Quantifying the Contributions from Primary and Secondary Prevention

      Background

      Coronary heart disease (CHD) mortality rates in the U.S. have halved since 1980. However, CHD remains a leading cause of death. The relative importance of secondary and primary prevention in explaining falls in coronary heart disease mortality is debated.

      Purpose

      The aim of this study was to quantify the primary and secondary preventive contributions to the U.S. CHD mortality fall between 1980 and 2000.

      Methods

      The IMPACT model was used to estimate contributions to the U.S. CHD mortality fall from risk factor declines in asymptomatic individuals (primary prevention) and in CHD patients (secondary prevention).

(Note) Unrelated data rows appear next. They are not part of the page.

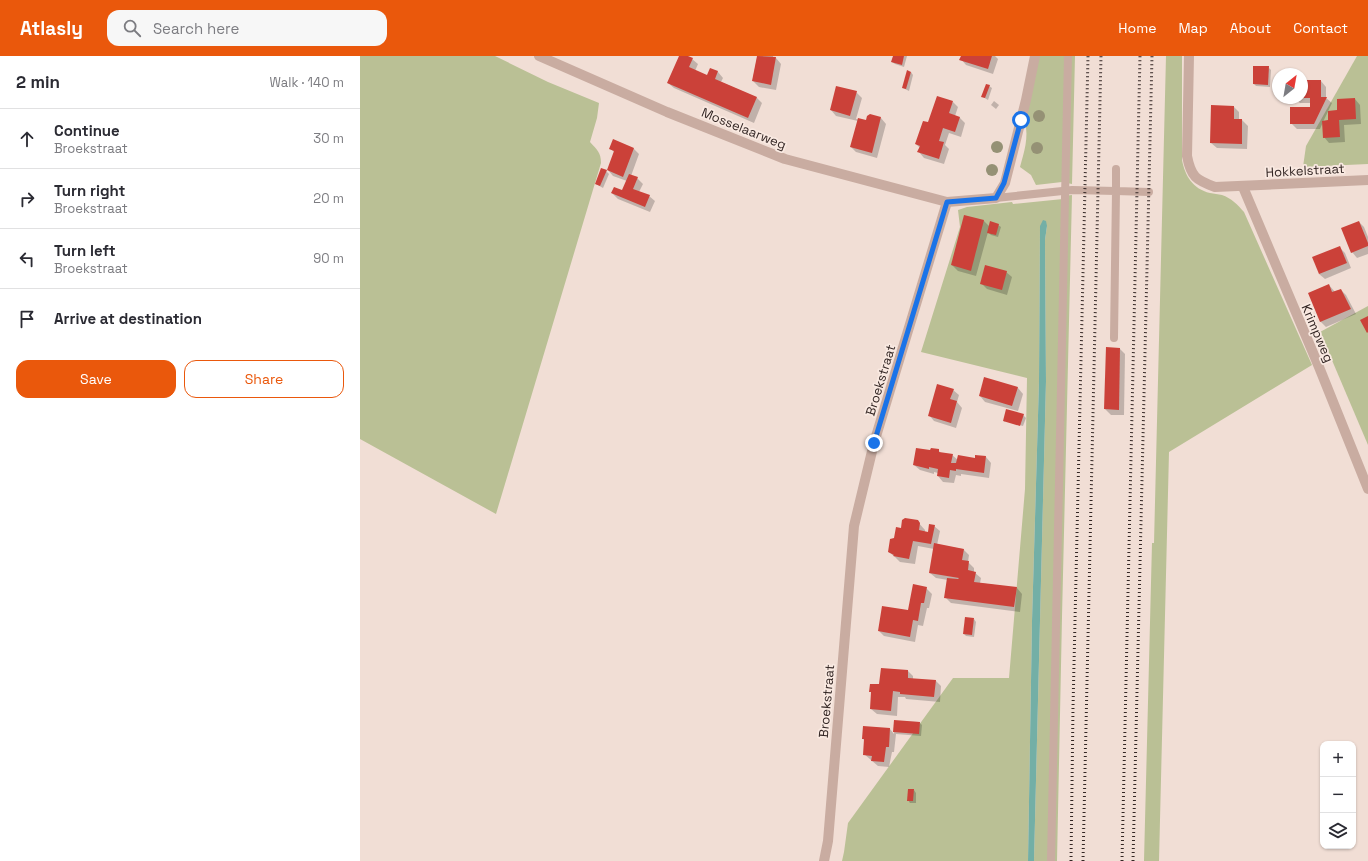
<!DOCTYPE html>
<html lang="en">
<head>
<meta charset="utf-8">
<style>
  :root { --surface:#fff; --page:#f7f7f7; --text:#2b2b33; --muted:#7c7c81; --line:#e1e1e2; --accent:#ea580c }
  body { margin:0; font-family:"Space Grotesk",sans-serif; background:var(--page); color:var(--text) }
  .controls { position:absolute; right:12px; bottom:12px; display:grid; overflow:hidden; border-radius:8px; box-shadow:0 1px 3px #0004 }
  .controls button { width:36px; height:36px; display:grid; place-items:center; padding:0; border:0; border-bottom:1px solid var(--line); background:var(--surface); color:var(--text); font:20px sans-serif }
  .compass { position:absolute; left:912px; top:12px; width:36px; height:36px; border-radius:50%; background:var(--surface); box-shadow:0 1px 3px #0004; rotate:31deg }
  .stop { position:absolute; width:12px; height:12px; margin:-9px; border:3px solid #1a73e8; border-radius:50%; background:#fff }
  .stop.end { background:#1a73e8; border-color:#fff; box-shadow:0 1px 4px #0008 }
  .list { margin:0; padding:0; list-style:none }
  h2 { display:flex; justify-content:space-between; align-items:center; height:52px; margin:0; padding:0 16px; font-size:17px }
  h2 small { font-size:13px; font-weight:400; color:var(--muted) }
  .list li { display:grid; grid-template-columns:26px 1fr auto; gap:12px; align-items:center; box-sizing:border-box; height:60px; padding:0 16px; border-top:1px solid var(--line) }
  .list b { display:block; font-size:15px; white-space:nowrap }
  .list p { margin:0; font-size:13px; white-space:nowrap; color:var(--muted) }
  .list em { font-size:13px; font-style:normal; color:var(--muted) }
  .actions { display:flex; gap:8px; padding:12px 16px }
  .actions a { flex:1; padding:9px 0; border:1px solid var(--accent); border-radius:12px; text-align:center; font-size:14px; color:var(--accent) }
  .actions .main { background:var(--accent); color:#fff }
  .icon { flex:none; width:22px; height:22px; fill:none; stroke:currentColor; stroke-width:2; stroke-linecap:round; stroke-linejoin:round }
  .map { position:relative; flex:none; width:1008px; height:805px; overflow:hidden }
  header { display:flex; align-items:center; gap:24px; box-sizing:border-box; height:56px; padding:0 20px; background:var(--accent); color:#fff }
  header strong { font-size:19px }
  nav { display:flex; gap:22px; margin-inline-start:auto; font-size:14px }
  .search { width:280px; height:36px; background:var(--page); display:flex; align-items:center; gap:10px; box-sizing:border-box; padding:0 14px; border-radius:12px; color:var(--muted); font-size:15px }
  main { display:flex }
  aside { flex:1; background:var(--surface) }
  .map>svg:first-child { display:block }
  .green { fill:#bac095 }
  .water { fill:#73afa6 }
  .shadow { fill:#0003 }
  .building { fill:#cb4139 }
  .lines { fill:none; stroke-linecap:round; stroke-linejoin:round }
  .lane { stroke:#c9aca1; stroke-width:8 }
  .street { stroke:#c9aca1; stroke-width:10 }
  .rail { stroke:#332624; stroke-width:3; stroke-dasharray:1 3; stroke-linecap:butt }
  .tree { fill:#959175 }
  .route { stroke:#1a73e8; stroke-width:5 }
  .labels { text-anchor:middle; stroke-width:3.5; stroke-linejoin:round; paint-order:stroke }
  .street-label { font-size:13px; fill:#332624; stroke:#f9e9e1 }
</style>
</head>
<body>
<header>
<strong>Atlasly</strong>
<div class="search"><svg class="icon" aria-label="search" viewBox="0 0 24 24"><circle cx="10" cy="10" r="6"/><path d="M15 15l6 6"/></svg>Search here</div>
<nav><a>Home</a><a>Map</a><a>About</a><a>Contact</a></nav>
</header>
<main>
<aside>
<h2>2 min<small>Walk · 140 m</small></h2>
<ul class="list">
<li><svg class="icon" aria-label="ahead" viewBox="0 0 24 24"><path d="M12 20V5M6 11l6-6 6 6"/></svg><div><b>Continue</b><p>Broekstraat</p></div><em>30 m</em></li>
<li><svg class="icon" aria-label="right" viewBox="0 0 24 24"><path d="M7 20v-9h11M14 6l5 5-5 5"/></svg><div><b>Turn right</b><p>Broekstraat</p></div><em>20 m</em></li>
<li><svg class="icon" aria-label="left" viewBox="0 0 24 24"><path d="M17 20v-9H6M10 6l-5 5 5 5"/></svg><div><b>Turn left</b><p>Broekstraat</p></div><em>90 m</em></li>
<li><svg class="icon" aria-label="arrive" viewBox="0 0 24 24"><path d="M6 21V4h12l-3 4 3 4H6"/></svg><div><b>Arrive at destination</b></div></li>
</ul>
<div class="actions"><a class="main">Save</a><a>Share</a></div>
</aside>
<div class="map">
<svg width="1008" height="805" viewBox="0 0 1008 805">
  <rect width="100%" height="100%" fill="#f1ded5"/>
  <!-- green -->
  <g class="green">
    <path d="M0,0H135L188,26L239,47L237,62L230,86C237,94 241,96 241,107L136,458L0,383Z"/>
    <path d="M679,0H715L712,128L702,126L676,129L671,119L660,111C664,96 669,82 665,66Z"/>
    <path d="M806,0H822V104C825,120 833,133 850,137C854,138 858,138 862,139C871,142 878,149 884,156L952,309L809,396L799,805H784L792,487H794Z"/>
    <polygon points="997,0 1008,0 1008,108 943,111 946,90"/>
    <polygon points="712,139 702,561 697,805 674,805 686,325 685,184 687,170 680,170 679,325 672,565 668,805 482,805 484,796 488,767 593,622 649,622 665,433 667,322 561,296 600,171 598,154 607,151 652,146 653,148 703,143 703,140"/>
    <polygon points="1008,250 1008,389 960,276"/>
  </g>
  <!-- water -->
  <polygon class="water" points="683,164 686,165 687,170 685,184 686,325 674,805 668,805 672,565 679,325 680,170"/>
  <!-- shadow -->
  <g class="shadow">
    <polygon points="320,0 326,0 332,3 338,8 335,15 348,21 351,13 358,16 363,22 361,26 397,42 402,47 394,67 314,32 308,27"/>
    <polygon points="398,0 413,0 413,2 416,2 421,8 416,34 399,31 393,25"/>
    <polygon points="534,0 547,0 544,11 535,8 532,6"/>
    <polygon points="602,0 635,0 638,3 633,18 606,9 601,3"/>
    <polygon points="908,11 911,14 910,31 896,30 894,28"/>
    <polygon points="551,16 553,19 549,35 543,32"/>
    <polygon points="942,25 961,25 966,31 966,42 972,47 963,66 970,65 978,55 995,43 1000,49 1001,68 984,69 985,86 969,87 964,81 963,66 960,73 937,73 931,67 951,52 951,47 940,47 935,42 942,42"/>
    <polygon points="629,30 632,32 628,44 623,41"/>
    <polygon points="496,36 502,42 496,63 507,65 521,62 526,68 517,102 496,96 491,91 498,65 476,60 471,54"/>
    <polygon points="634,45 639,49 636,53 631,49"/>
    <polygon points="593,46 598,51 595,60 600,62 605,67 601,81 589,77 585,89 589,93 584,108 564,102 559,96 560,92 556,88 568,67"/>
    <polygon points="874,51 879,56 879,64 882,64 888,70 887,93 857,92 851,87"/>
    <polygon points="254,85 274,93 279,98 271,120 277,122 283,128 279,136 289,140 295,145 290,156 258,143 252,137 263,135 267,125 253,120 248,114 255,97 251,93"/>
    <polygon points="246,115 249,118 243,132 236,128"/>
    <polygon points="605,160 624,165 630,171 638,169 641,171 638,181 631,179 628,176 616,220 598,215 592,209"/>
    <polygon points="999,166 1004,171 1008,181 1008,198 997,202 992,196"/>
    <polygon points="979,191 985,197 991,212 965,223 959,218"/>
    <polygon points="646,216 652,221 647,239 627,233 621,227"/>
    <polygon points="969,229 975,236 981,234 986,239 996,258 966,271 960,265"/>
    <polygon points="760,293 765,298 764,359 751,359 745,353"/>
    <polygon points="625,323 658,332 663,338 658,355 625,346 620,340"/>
    <polygon points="593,334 599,339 597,346 602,352 596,372 574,365 569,359"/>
    <polygon points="663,359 666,362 663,370 645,365 645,366 644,365"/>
    <polygon points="578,394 581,397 592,399 598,404 626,401 631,407 629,422 601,418 601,420 596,419 594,427 583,426 578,420 578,417 574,416 574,418 560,414 554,409 571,396"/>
    <polygon points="557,465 565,474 565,476 569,477 574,470 580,475 577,489 603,493 609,499 608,506 614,512 614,516 621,522 620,527 657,532 662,538 660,556 591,547 585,541 588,524 576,522 570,517 574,493 558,490 555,508 540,506 535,501 529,496 535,482 542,473"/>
    <polygon points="566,532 572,538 569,552 567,552 563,570 558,569 555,586 524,580 519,575 549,555"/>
    <polygon points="614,563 616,566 614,581 606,580 604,578"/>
    <polygon points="548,615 553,620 553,623 576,625 581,630 580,646 546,643 545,641 538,641 537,660 517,658 511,653 512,637 511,636"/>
    <polygon points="535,665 559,666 562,669 561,680 536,678 534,696 532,696 529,711 518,710 504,698 505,685 503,683 504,671 530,673 534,678"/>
    <polygon points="554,734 556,737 556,747 550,747 548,744"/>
  </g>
  <!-- building -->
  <g class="building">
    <polygon points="319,0 328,0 333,2 329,11 347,19 350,12 358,15 355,23 397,41 388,62 307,27"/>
    <polygon points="397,0 416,1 411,29 392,25"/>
    <polygon points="533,0 544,0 542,9 531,6"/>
    <polygon points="601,0 632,0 628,13 599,4"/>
    <polygon points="893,10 909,10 908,29 893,28"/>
    <polygon points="547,14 551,16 546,33 542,32"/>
    <polygon points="942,24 961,24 961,41 967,41 954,68 930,68 930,51 950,51 950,42 942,42"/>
    <polygon points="626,28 630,29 625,42 621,41"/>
    <polygon points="476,30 497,35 490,60 470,54"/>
    <polygon points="577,40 593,45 589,57 600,61 595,76 583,72 579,85 584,86 579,103 557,96 560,90 555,88 563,65 568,66"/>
    <polygon points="995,42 996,63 979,64 980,81 963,82 962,65 968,64 968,55 977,54 977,43"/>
    <polygon points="851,49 874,50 874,63 882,63 882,88 850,87"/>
    <polygon points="510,58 521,61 512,97 490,91 498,62 506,64 507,60"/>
    <polygon points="253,83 274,92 263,121 247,114 254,95 249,93"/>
    <polygon points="241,112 247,114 240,130 235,128"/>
    <polygon points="269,118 278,121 273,133 290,139 285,151 251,137 254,131 262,134"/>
    <polygon points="604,159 624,164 611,215 591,209"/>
    <polygon points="630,165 639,168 636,179 627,177"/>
    <polygon points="999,165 1008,187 1008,190 991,197 981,172"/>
    <polygon points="980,190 987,207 959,218 952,201"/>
    <polygon points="625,209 647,215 642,234 620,228"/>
    <polygon points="969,228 972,236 981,233 991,253 960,266 948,237"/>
    <polygon points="1008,260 1008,276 1007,277 1000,264"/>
    <polygon points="746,291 760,292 759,354 744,353"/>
    <polygon points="624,321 658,331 652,350 619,340"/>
    <polygon points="577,328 594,333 590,343 597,345 591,367 568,360"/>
    <polygon points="646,353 664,358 660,370 643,365"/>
    <polygon points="556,392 570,394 571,392 579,393 579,396 593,398 591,407 596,407 598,399 615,402 615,399 626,400 624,417 596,413 596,415 590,414 589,422 577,420 578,413 569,411 569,413 553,409"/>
    <polygon points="545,462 558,464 560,467 559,474 568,476 569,468 575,469 571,488 553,485 549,503 533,500 534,499 528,496 530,483 534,482 536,471 541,472 542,464"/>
    <polygon points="574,487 604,493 602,504 609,505 608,514 616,516 614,526 657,531 654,551 584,542 587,522 598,523 599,522 569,517"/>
    <polygon points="553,528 567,531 564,547 561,547 558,565 553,564 550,581 518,575 522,550 548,554"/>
    <polygon points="605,561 614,562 612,579 603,578"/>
    <polygon points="521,612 548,614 548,622 576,624 574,641 540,638 540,636 533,635 531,655 510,653 511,636 509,636 510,628 519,628"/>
    <polygon points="534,664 560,666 559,678 533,676"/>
    <polygon points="503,670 530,672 529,691 526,691 524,706 511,705 512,700 503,699 504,683 502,683"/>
    <polygon points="548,733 554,733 553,745 547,745"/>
  </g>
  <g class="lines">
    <!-- lane -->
    <g class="lane">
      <polyline points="756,113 756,135 789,136"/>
      <polyline points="636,142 712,134 756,135 754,282"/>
      <polyline points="691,805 708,0"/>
    </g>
    <!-- street -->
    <g class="street">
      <polyline points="179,0 307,56 425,103 587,146 636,142 645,127 666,44 675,0"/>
      <path d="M829,0L827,100C831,121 836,124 855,131L1008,124"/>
      <polyline points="883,131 959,311 1008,433"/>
      <polyline points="464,805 468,785 494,470 514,387 587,146"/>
    </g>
    <!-- rail -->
    <g class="rail">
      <polyline points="711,805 713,652 728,0"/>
      <polyline points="723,805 741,0"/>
      <polyline points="762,805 780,0"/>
      <polyline points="773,805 792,0"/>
    </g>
  </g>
  <!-- trees -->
  <g class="tree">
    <circle cx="679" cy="60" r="6"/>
    <circle cx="637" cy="91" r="6"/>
    <circle cx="677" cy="92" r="6"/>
    <circle cx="632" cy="114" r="6"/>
  </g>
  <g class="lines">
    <!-- route -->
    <polyline class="route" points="514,387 587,146 636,142 644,127 661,64"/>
  </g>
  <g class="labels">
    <!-- street labels -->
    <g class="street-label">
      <text transform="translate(384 72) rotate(22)" y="5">Mosselaarweg</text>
      <text transform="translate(945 114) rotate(-3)" y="5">Hokkelstraat</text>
      <text transform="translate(958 277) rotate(67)" y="5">Krimpweg</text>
      <text transform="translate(520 324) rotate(-73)" y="5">Broekstraat</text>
      <text transform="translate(466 645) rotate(-85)" y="5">Broekstraat</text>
    </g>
  </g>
</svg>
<div class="controls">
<button>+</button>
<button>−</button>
<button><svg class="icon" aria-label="layers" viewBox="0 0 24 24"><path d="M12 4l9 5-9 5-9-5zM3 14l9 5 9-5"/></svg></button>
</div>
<svg class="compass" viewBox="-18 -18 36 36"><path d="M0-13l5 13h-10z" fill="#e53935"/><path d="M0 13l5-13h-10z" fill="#7c7c81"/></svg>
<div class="stop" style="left:661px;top:64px"></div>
<div class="stop end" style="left:514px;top:387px"></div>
</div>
</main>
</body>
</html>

Analyses were carried out in 2008.

      Results

      Approximately 316,100 fewer deaths were attributable to risk factor declines: 64,930 in CHD patients (21%) and 251,170 in asymptomatic individuals (79%). Smoking declines accounted for approximately 8390 fewer deaths in CHD patients and for 46,315 fewer deaths in asymptomatic people. Cholesterol falls gave approximately 22,210 fewer deaths in CHD patients and 107,300 fewer deaths in asymptomatic people. Statins accounted for approximately 16,580 fewer deaths, that is, one sixth of this mortality fall. Systolic blood pressure declines accounted for approximately 34,330 fewer deaths among CHD patients and 97,555 fewer deaths in asymptomatic individuals. Antihypertensive medications accounted for approximately 23,845 fewer deaths.

      Conclusions

      Half of the U.S. mortality fall in coronary heart disease between 1980 and 2000 was attributable to risk factor declines, with primary prevention producing substantially larger mortality reductions than secondary.